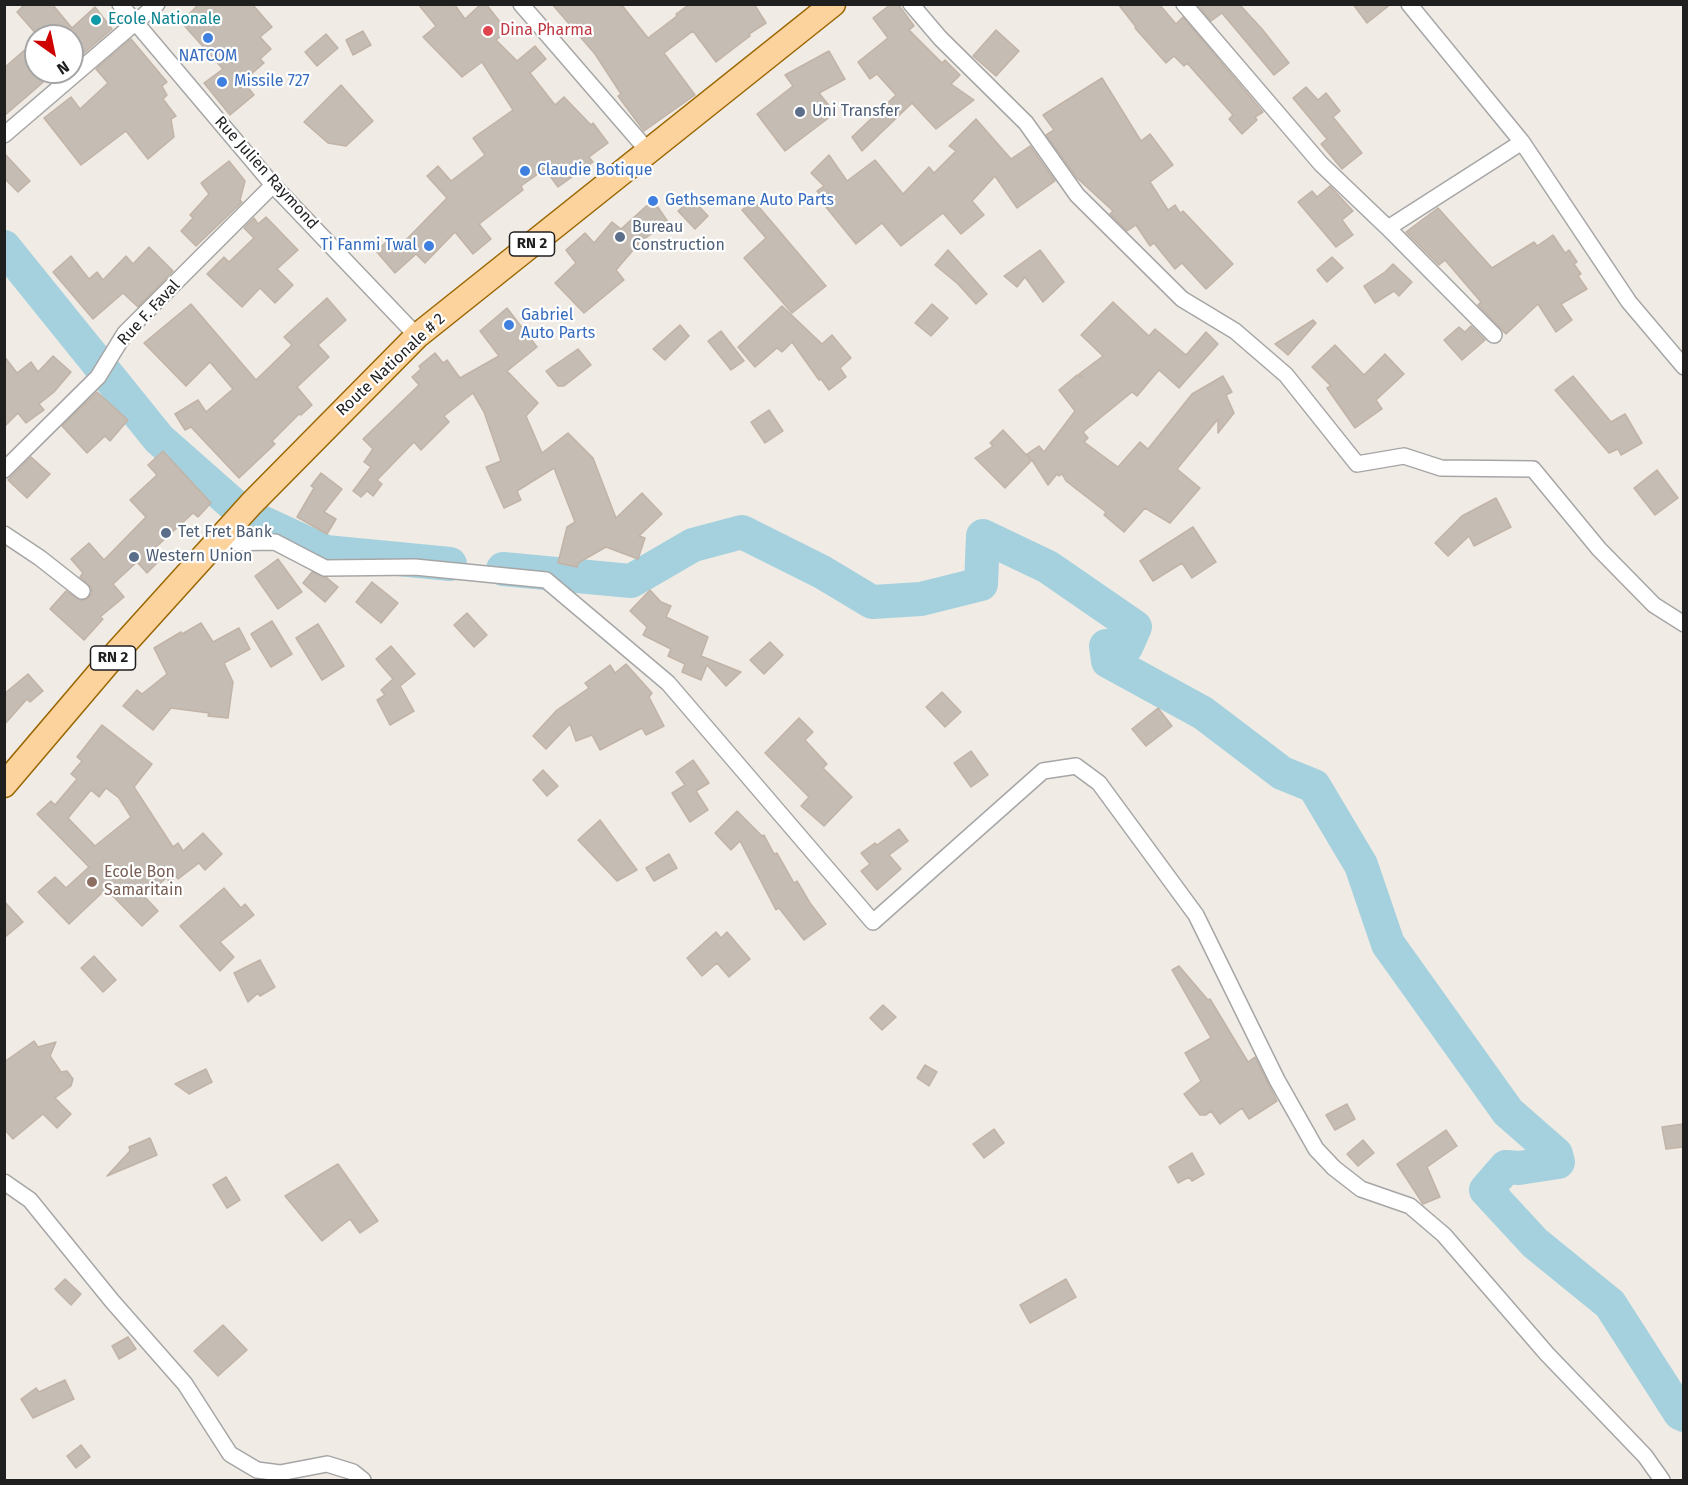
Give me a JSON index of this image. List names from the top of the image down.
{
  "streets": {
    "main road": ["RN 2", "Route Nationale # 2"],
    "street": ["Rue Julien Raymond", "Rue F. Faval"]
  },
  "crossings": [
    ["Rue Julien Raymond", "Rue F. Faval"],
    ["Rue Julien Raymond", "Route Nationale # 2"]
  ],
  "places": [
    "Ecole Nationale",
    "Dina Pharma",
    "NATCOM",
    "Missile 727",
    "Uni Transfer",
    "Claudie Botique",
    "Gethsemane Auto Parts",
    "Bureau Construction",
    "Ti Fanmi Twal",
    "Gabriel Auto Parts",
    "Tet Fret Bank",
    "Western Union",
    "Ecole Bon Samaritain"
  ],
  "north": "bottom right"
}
::::::::
Work order
Retype the data exactly as it stands, but keep the images out of your copy.

Written solution
Give me a JSON index of this image. List names from the top of the image down.
{
  "streets": {
    "main road": ["RN 2", "Route Nationale # 2"],
    "street": ["Rue Julien Raymond", "Rue F. Faval"]
  },
  "crossings": [
    ["Rue Julien Raymond", "Rue F. Faval"],
    ["Rue Julien Raymond", "Route Nationale # 2"]
  ],
  "places": [
    "Ecole Nationale",
    "Dina Pharma",
    "NATCOM",
    "Missile 727",
    "Uni Transfer",
    "Claudie Botique",
    "Gethsemane Auto Parts",
    "Bureau Construction",
    "Ti Fanmi Twal",
    "Gabriel Auto Parts",
    "Tet Fret Bank",
    "Western Union",
    "Ecole Bon Samaritain"
  ],
  "north": "bottom right"
}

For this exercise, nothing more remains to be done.